Supplied records:
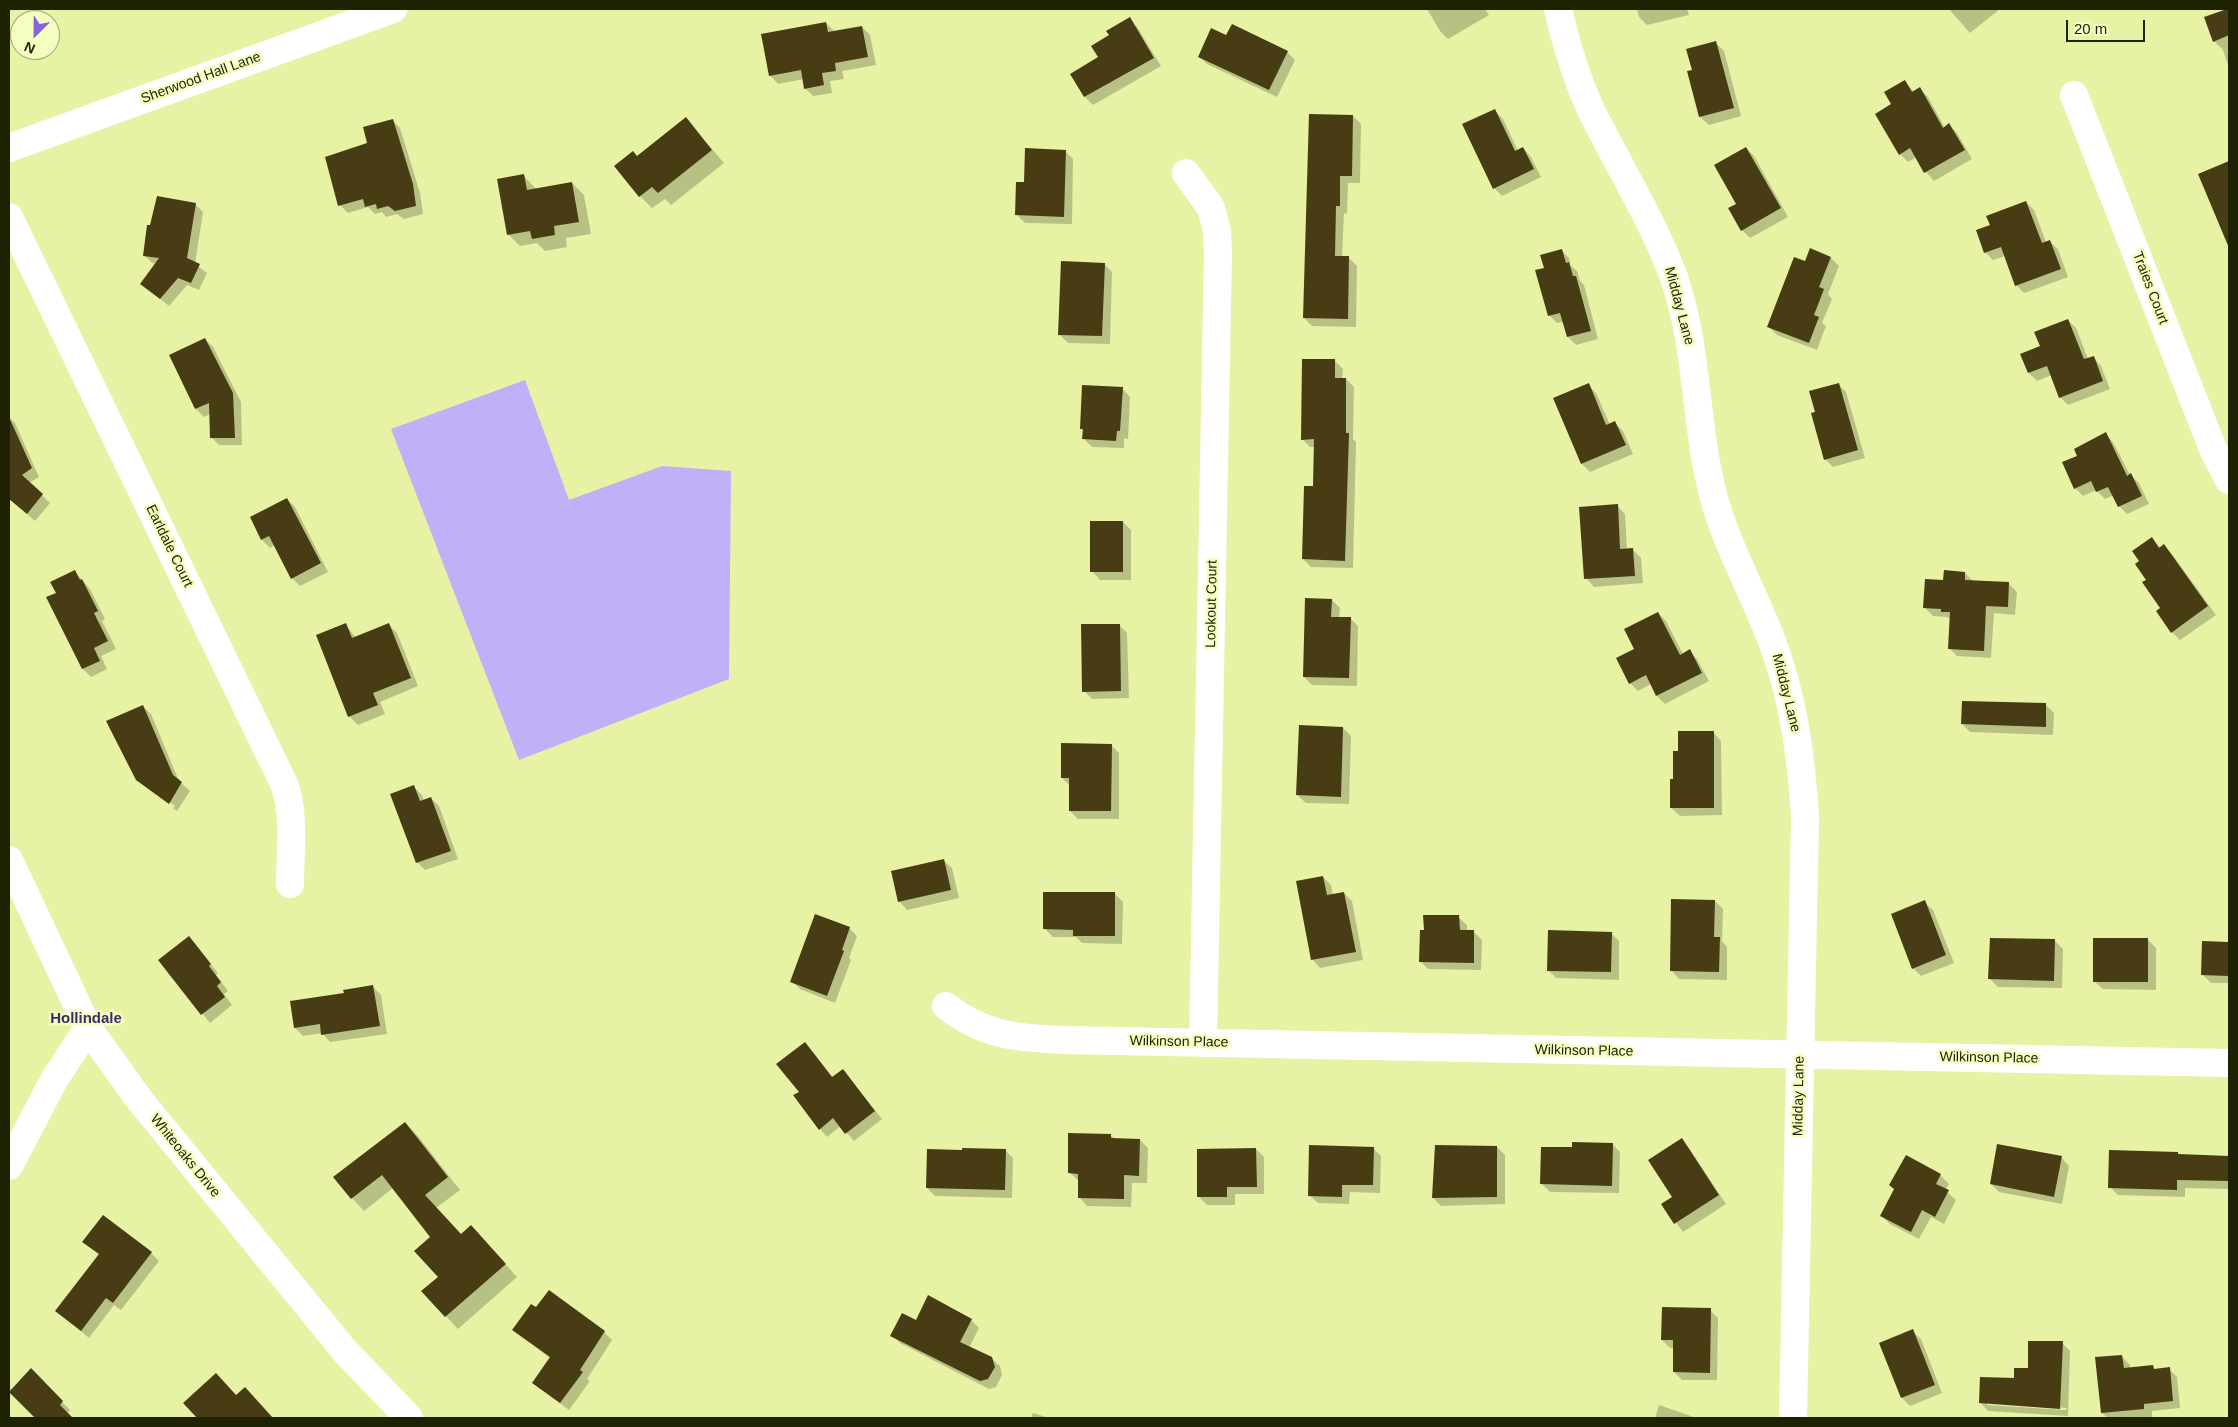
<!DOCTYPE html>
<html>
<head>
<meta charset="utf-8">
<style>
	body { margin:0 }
	#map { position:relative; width:2238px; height:1427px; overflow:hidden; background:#e7f2a5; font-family:Arial,sans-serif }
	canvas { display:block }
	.frame { position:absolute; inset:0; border:10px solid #1e2102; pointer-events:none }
	.north { position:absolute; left:10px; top:10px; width:50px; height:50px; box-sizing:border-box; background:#f4fec0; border:1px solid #9ea674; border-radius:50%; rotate:203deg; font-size:14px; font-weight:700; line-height:20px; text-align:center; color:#1e2102 }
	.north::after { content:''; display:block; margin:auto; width:18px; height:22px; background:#8963dd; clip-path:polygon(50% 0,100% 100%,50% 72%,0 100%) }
	.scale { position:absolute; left:2066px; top:20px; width:79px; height:22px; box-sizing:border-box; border:2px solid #1e2102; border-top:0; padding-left:6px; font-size:15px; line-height:18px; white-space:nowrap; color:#1e2102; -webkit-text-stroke:4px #f4fec0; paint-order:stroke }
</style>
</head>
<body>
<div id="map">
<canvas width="2238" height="1427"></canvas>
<div class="frame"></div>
<div class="north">N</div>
<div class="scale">20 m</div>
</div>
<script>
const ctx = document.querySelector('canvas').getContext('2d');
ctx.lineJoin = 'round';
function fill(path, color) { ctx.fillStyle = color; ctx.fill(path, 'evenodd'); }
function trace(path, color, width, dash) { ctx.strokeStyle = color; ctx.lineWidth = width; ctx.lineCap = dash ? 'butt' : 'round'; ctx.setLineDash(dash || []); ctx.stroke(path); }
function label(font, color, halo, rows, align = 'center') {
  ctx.font = font + ' Arial,sans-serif'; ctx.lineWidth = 5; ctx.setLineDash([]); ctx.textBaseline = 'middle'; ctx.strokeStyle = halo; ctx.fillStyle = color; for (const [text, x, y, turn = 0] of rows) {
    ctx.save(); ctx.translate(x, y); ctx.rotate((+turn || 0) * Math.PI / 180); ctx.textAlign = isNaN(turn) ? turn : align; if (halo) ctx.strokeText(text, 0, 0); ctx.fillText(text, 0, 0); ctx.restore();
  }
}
const green = new Path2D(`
	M525 380 569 500 662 466 731 471 729 679 519 760 391 429Z`);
const shadow = new Path2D(`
	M1427 9H1485L1489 15 1448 39 1440 31Z
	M1637 9H1687L1689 15 1647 25 1639 17Z
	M1949 9H2000L1970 33Z
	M2229 9V68L2223 50 2214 41 2205 18Z
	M1129 19 1137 27 1161 66 1093 105 1085 97 1071 74 1100 57 1110 36Z
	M826 23 834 31 862 27 870 35 876 65 842 71 844 79 830 81 832 93 813 96 805 88 804 79 778 84 770 75Z
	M1227 37 1287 52 1295 60 1277 97 1207 64 1199 56Z
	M1716 43 1724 51 1741 116 1709 125 1700 117 1688 72 1693 70Z
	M1905 82 1914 92 1920 89 1928 97 1945 128 1949 125 1957 133 1972 159 1934 181 1926 172 1917 157 1908 162 1900 154 1893 105Z
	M1495 111 1503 119 1518 151 1523 148 1531 157 1541 177 1502 196 1494 188Z
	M1353 116 1361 124 1360 183H1348L1347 214 1344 213 1342 258H1349L1357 266 1356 327 1312 326 1304 318Z
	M686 119 724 163 671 205 665 199 652 208 640 196 638 157Z
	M392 120 400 128 420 193 423 214 404 219 397 214 386 217 382 212 375 214 368 207 348 213 340 205 369 144Z
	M1746 148 1754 156 1788 217 1750 238 1742 230 1729 209 1737 204Z
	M1065 151 1073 159 1072 224 1025 223 1017 215 1025 183Z
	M2229 162V243L2199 175Z
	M524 176 536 189 572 183 584 195 591 234 566 238 567 247 545 251 537 243 520 246 508 234Z
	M2026 202 2034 210 2046 242 2049 241 2058 249 2068 277 2024 293 2016 285 2005 256 1993 260 1985 252 1991 225Z
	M195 204 203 212 195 264 207 273 199 290 187 285 169 306 142 284 157 264 152 263 144 255Z
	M1561 250 1569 258 1571 266 1577 271 1580 281 1584 285 1598 339 1576 345 1568 337 1564 322 1557 323 1549 315 1545 268Z
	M1831 258 1839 266 1828 294 1832 299 1822 323 1826 326 1817 350 1777 335 1769 327 1806 263Z
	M1104 264 1112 272 1110 344 1068 343 1059 334Z
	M2068 320 2076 328 2088 359 2093 357 2101 366 2110 389 2068 405 2060 397 2052 375 2037 381 2029 373 2022 355 2042 347Z
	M205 339 213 347 241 402 242 445H219L211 437 210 414 204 417 196 409 171 356Z
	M1335 361 1343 369 1342 379H1346L1354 387 1353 439 1356 442 1353 568 1311 567 1303 559 1314 487 1315 447H1310L1302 439Z
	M1838 384 1846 392 1865 458 1833 467 1825 459 1816 413Z
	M1588 385 1596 393 1610 425 1615 423 1623 431 1633 454 1590 472 1582 464Z
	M1122 388 1130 397 1128 439 1124 438V448L1092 447 1084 439V431L1081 429Z
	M9 417 15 423 39 477 29 483 50 503 35 521 9 498Z
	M2105 434 2113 442 2130 475 2139 483 2149 504 2127 514 2119 506 2114 495 2105 499 2096 490 2083 496 2075 488 2078 456Z
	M287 499 295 507 328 572 300 586 292 578 275 545 270 548 262 540 251 517Z
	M1617 506 1625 514 1627 550H1633L1641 558 1643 583 1594 587 1586 578Z
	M1123 522 1131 530V580H1100L1092 571Z
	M2152 539 2161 548 2164 546 2172 554 2216 615 2180 640 2172 632 2148 580Z
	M75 572 90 589 105 619 102 621 116 649 101 656 107 669 91 677 83 669 48 598 57 594Z
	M1965 573 1973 581 2009 584 2017 592 2015 615 1994 613 1991 658 1957 656 1949 648 1950 619 1947 617 1933 616 1925 608 1944 582Z
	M1332 600 1340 608 1339 618H1350L1358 626 1357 686 1312 685 1304 677Z
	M1658 613 1666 621 1683 654 1689 651 1697 659 1709 681 1665 704 1657 696 1651 684 1638 691 1630 683 1618 659 1635 650Z
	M345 624 356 638 389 625 397 633 418 686 380 702 385 714 358 725 350 717 318 635Z
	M1119 625 1127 633 1129 698 1092 699 1084 691Z
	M2046 705 2054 713 2053 735 1970 732 1962 724Z
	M142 706 151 714 179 781 190 791 177 811 173 808 175 806 141 782Z
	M1343 728 1351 736 1349 804 1306 803 1297 795Z
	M1713 732 1721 741 1722 815 1680 816 1671 808 1679 752Z
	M1111 745 1119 753V819H1078L1070 811V786L1062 778Z
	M414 787 422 795 424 801 431 798 439 806 458 859 425 870 417 862Z
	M943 860 952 868 959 898 907 910 899 901Z
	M1323 877 1331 885 1333 895 1344 893 1352 901 1363 960 1320 968 1312 959Z
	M1115 894 1123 902 1122 944 1082 943 1076 937H1053L1045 929Z
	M1715 901 1723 909 1722 941 1727 947V980L1679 979 1671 970Z
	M1924 902 1933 910 1954 963 1921 976 1913 968Z
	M1458 917 1467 925V932H1474L1482 940 1481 970 1428 969 1420 961 1425 931Z
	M849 928 857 936 849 958 851 960 835 1003 800 989 792 981Z
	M1611 933 1619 941V980L1556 978 1548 970Z
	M189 938 218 973 216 975 228 991 224 994 232 1005 210 1023 160 960Z
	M2148 940 2156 948V990L2103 989 2094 981Z
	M2055 941 2063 949 2062 988 1998 987 1990 979Z
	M2204 943 2229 944V983H2211L2203 975Z
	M373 987 381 995 387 1034 330 1042 322 1033 303 1036 295 1028 345 994Z
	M813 1052 833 1078 843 1070 882 1119 854 1141 841 1126 827 1137 820 1129 801 1092Z
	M405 1123 417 1135 460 1190 436 1208 461 1235 471 1226 517 1277 458 1329 423 1292 440 1277 432 1237 393 1188 364 1211 352 1198Z
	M1110 1135 1115 1139 1140 1140 1148 1148 1147 1183H1132L1131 1207 1087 1206 1079 1197V1181L1069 1172Z
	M1681 1140 1689 1148 1726 1204 1683 1232 1662 1204 1673 1197Z
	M1612 1144 1620 1152 1619 1193 1550 1192 1542 1184 1574 1149Z
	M1497 1147 1505 1155V1204L1441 1206 1433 1198Z
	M1373 1148 1381 1156 1380 1193 1350 1192 1349 1204 1318 1203 1309 1195Z
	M1256 1149 1264 1157V1194H1235V1205H1207L1199 1197Z
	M1005 1150 1013 1158 1012 1198 935 1196 927 1188Z
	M2178 1153 2180 1156 2229 1157V1189L2185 1188V1197L2118 1195 2110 1187Z
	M1906 1157 1941 1176 1949 1184 1945 1190 1956 1200 1944 1224 1931 1217 1919 1239 1890 1224 1882 1216 1895 1190Z
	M2061 1157 2069 1166 2062 1204 1999 1192 1991 1184Z
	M84 1241 151 1253 159 1261 121 1310 114 1305 89 1338 57 1311 99 1255Z
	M537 1309 604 1332 612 1340 587 1379 590 1381 569 1410 533 1383 551 1359 514 1330Z
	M1710 1310 1718 1318 1717 1380H1682L1674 1372V1348H1670L1662 1340Z
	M971 1320 979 1328 969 1348 991 1358 1000 1366 1002 1375 996 1387 989 1389 900 1343 892 1335 916 1322Z
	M1912 1331 1921 1339 1942 1393 1910 1406 1902 1398 1881 1343Z
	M2062 1343 2070 1351 2068 1416 1988 1411 1980 1402 2015 1380ZM1987 1402 2067 1408 2066 1410 1987 1405Z
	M2122 1357 2130 1365V1369L2152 1367 2156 1370 2169 1369 2177 1377 2180 1408 2152 1411V1417L2108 1418 2102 1413Z
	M31 1370 70 1410 67 1414 71 1418H36L10 1391Z
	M253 1397 272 1418H199L185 1403Z
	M1659 1405 1697 1418H1655Z
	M1033 1413 1050 1418H1031Z`);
const building = new Path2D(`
	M2227 9H2229V35L2213 42 2204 17Z
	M1130 17 1154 58 1084 97 1070 74 1098 57 1091 46 1109 35 1106 31Z
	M826 22 828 32 862 26 868 57 835 63 836 71 822 73 824 85 804 89 801 70 769 76 761 34Z
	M1232 24 1288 51 1269 90 1198 57 1211 28 1226 35Z
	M1716 41 1734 108 1699 117 1687 71 1692 70 1686 49Z
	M1905 80 1912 92 1920 87 1943 128 1949 123 1965 150 1924 173 1910 148 1899 155 1875 114 1891 104 1884 92Z
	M1495 109 1515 151 1523 147 1534 169 1493 189 1462 124Z
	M1309 114 1353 115 1352 176H1340V206H1336L1335 256H1349L1348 319 1303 318Z
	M686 117 712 150 658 193 652 187 639 197 614 166 633 151 637 156Z
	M393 119 413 184 416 206 395 211 388 206 377 209 376 204 365 207 363 199 338 206 325 157 367 143 363 127Z
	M1746 147 1781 208 1741 231 1728 208 1736 204 1714 165Z
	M1025 148 1066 150 1064 217 1015 215 1016 182H1024Z
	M2229 161V248L2198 174Z
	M524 174 527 190 572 182 579 222 554 226 555 235 532 239 530 231 507 235 497 179Z
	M157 196 196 203 187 258 200 264 191 283 178 278 160 299 140 284 159 258 143 256 147 225H150Z
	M2026 201 2042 243 2050 240 2061 269 2015 286 2001 247 1984 253 1976 230 1990 225 1986 216Z
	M1810 248 1831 257 1819 287 1824 289 1814 315 1819 317 1809 343 1767 327 1794 257 1805 261Z
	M1562 249 1566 263 1569 262 1573 276H1576L1591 331 1567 337 1560 313 1548 316 1535 270 1544 268 1540 255Z
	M1061 261 1105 263 1102 336 1058 335Z
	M2068 319 2084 359 2094 356 2103 381 2059 398 2047 366 2028 373 2020 354 2040 346 2034 332Z
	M205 338 233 393 235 438H210L209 403 195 409 169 355Z
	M1302 359H1335V378H1346V433H1349L1345 561 1302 559 1304 486H1313L1314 439 1301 440Z
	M1589 383 1606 425 1615 421 1626 445 1581 464 1553 398Z
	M1839 383 1858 450 1824 460 1811 413 1815 412 1809 391Z
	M1082 385 1123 387 1120 431H1117L1116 441 1082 439 1083 429H1080Z
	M9 417 32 468 22 475 43 494 27 514 9 499Z
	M2106 432 2127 476 2131 473 2142 496 2118 507 2108 487 2096 492 2091 481 2074 489 2062 462 2077 456 2074 449Z
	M287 498 321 563 291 579 269 536 261 540 250 517Z
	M1618 504 1620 549 1633 548 1635 576 1584 579 1579 507Z
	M1090 521H1123V572H1090Z
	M2152 537 2159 548 2164 544 2208 606 2171 633 2156 611 2160 608 2142 582 2146 580 2135 564 2139 561 2132 551Z
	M75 570 80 580 82 579 98 611 94 613 108 641 94 648 100 661 82 669 46 597 56 593 50 582Z
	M1944 570 1965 572V580L2009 582 2008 607 1986 606 1984 651 1948 649 1950 612H1941V609L1923 608 1925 579 1943 580Z
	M1305 598 1332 599 1331 617H1351L1349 678 1303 677Z
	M1658 612 1680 655 1690 649 1702 673 1656 696 1646 675 1629 684 1616 658 1634 649 1624 629Z
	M346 623 352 638 389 623 411 678 373 693 378 705 348 717 316 635Z
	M1081 624H1120L1121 691 1082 692Z
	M1962 701 2046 703V727L1961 724Z
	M143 705 173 775 182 782 169 804 136 780 106 721Z
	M1299 725 1343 727 1341 797 1296 795Z
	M1678 731H1714V808H1670V779H1673V751H1678Z
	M1061 743 1112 744 1111 811H1069V778H1061Z
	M414 785 420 801 431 797 451 851 416 863 390 794Z
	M944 859 951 890 898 902 891 871Z
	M1323 876 1327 895 1344 892 1356 952 1311 960 1296 881Z
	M1043 892H1115V936H1073V930L1043 929Z
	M1671 899 1715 900 1714 937H1720L1719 972 1670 971Z
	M1925 900 1946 955 1912 969 1891 914Z
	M815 914 850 927 842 950 844 951 827 996 790 982Z
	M1423 915H1459L1460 930H1474V963L1419 962 1420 930H1424Z
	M1548 930 1612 932 1611 972 1547 971Z
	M189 936 211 964 209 966 221 982 217 986 225 997 201 1015 158 960Z
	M1990 938 2055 939 2054 981 1988 979Z
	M2093 938H2148V982H2093Z
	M2202 941 2229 942V976L2201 975Z
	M373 985 380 1026 321 1035 320 1024 294 1028 290 1001 344 993 343 990Z
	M805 1042 832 1077 843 1069 875 1111 845 1134 833 1118 819 1130 793 1095 799 1092 776 1064Z
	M405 1122 448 1177 425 1195 461 1234 471 1225 506 1264 445 1317 421 1291 438 1277 414 1251 430 1237 382 1175 351 1199 333 1177Z
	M1068 1133 1111 1134V1138L1140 1139 1139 1176 1124 1175V1199L1078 1198V1174L1068 1173Z
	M1682 1138 1719 1195 1674 1224 1661 1204 1672 1197 1648 1160Z
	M1572 1142 1613 1143 1612 1186 1540 1184 1541 1147H1572Z
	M1997 1144 2062 1156 2054 1197 1990 1184Z
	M1309 1145 1374 1147 1373 1185H1342V1197L1308 1196Z
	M1435 1145 1497 1146V1197L1432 1198Z
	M962 1148 1006 1149 1005 1190 926 1188 927 1149 962 1150Z
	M1256 1148 1257 1187H1227V1197H1197V1149Z
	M2109 1150 2178 1152V1154L2229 1156V1181L2177 1180V1190L2108 1188Z
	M1906 1155 1941 1174 1936 1184 1949 1190 1935 1217 1922 1210 1911 1232 1880 1216 1894 1189 1889 1185Z
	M103 1215 152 1252 113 1303 106 1298 81 1331 55 1311 99 1254 82 1242Z
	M549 1290 605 1331 580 1370 583 1372 560 1403 532 1383 550 1357 512 1330 531 1304 536 1307Z
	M928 1295 972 1319 960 1342 992 1357 995 1367 988 1379 980 1381 890 1336 902 1313 916 1320Z
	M1662 1307 1711 1308 1710 1373 1673 1372V1340H1661Z
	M1913 1329 1935 1385 1901 1398 1879 1343Z
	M2028 1341H2063L2060 1409 1979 1403 1980 1377 2014 1378V1368H2028Z
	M2122 1355 2124 1368 2153 1365 2154 1369 2170 1367 2173 1401 2144 1404V1409L2101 1413 2095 1357Z
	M31 1368 63 1401 60 1405 73 1418H35L9 1392Z
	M216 1373 236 1395 245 1387 273 1418H197L183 1403Z`);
const street = new Path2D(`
	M1558 9C1566 43 1576 78 1591 110 1618 165 1651 217 1673 275 1699 347 1694 425 1714 498 1728 549 1755 595 1773 644 1794 700 1801 757 1805 816L1793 1418
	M2074 95 2213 449 2229 480
	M1186 173 1211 208 1217 231 1218 253 1203 1043
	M9 217 285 786C295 817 290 852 290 884
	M9 860 88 1028 138 1098 344 1350 409 1418
	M946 1006C985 1036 1016 1038 1064 1040L2229 1063
	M9 1166 54 1080 88 1028`);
const secondary = new Path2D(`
	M9 148 393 9`);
const streetNames = [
	["Sherwood Hall Lane",201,78,-20],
	["Traies Court",2150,288,69],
	["Midday Lane",1679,306,75],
	["Earldale Court",169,546,64],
	["Lookout Court",1212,604,-89],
	["Midday Lane",1786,693,76],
	["Wilkinson Place",1179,1042,1],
	["Wilkinson Place",1584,1051,1],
	["Wilkinson Place",1989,1058,1],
	["Midday Lane",1799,1096,-89],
	["Whiteoaks Drive",185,1156,51]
];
const neighbourhoodNames = [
	["Hollindale",86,1019]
];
fill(green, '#c1b0f8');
fill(shadow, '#0003');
fill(building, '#473c14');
trace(street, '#fff', 28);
trace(secondary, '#fff', 28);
label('14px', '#1e2102', '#f4fec0', streetNames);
label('bold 15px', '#3f2d69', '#f4fec0', neighbourhoodNames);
</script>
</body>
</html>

Required work: Return exactly the lines from the one containing "M1256 1148 1257 1187H1227V1197H1197V1149Z" through the last line of the records above, both included, and nothing else.

Your solution:
	M1256 1148 1257 1187H1227V1197H1197V1149Z
	M2109 1150 2178 1152V1154L2229 1156V1181L2177 1180V1190L2108 1188Z
	M1906 1155 1941 1174 1936 1184 1949 1190 1935 1217 1922 1210 1911 1232 1880 1216 1894 1189 1889 1185Z
	M103 1215 152 1252 113 1303 106 1298 81 1331 55 1311 99 1254 82 1242Z
	M549 1290 605 1331 580 1370 583 1372 560 1403 532 1383 550 1357 512 1330 531 1304 536 1307Z
	M928 1295 972 1319 960 1342 992 1357 995 1367 988 1379 980 1381 890 1336 902 1313 916 1320Z
	M1662 1307 1711 1308 1710 1373 1673 1372V1340H1661Z
	M1913 1329 1935 1385 1901 1398 1879 1343Z
	M2028 1341H2063L2060 1409 1979 1403 1980 1377 2014 1378V1368H2028Z
	M2122 1355 2124 1368 2153 1365 2154 1369 2170 1367 2173 1401 2144 1404V1409L2101 1413 2095 1357Z
	M31 1368 63 1401 60 1405 73 1418H35L9 1392Z
	M216 1373 236 1395 245 1387 273 1418H197L183 1403Z`);
const street = new Path2D(`
	M1558 9C1566 43 1576 78 1591 110 1618 165 1651 217 1673 275 1699 347 1694 425 1714 498 1728 549 1755 595 1773 644 1794 700 1801 757 1805 816L1793 1418
	M2074 95 2213 449 2229 480
	M1186 173 1211 208 1217 231 1218 253 1203 1043
	M9 217 285 786C295 817 290 852 290 884
	M9 860 88 1028 138 1098 344 1350 409 1418
	M946 1006C985 1036 1016 1038 1064 1040L2229 1063
	M9 1166 54 1080 88 1028`);
const secondary = new Path2D(`
	M9 148 393 9`);
const streetNames = [
	["Sherwood Hall Lane",201,78,-20],
	["Traies Court",2150,288,69],
	["Midday Lane",1679,306,75],
	["Earldale Court",169,546,64],
	["Lookout Court",1212,604,-89],
	["Midday Lane",1786,693,76],
	["Wilkinson Place",1179,1042,1],
	["Wilkinson Place",1584,1051,1],
	["Wilkinson Place",1989,1058,1],
	["Midday Lane",1799,1096,-89],
	["Whiteoaks Drive",185,1156,51]
];
const neighbourhoodNames = [
	["Hollindale",86,1019]
];
fill(green, '#c1b0f8');
fill(shadow, '#0003');
fill(building, '#473c14');
trace(street, '#fff', 28);
trace(secondary, '#fff', 28);
label('14px', '#1e2102', '#f4fec0', streetNames);
label('bold 15px', '#3f2d69', '#f4fec0', neighbourhoodNames);
</script>
</body>
</html>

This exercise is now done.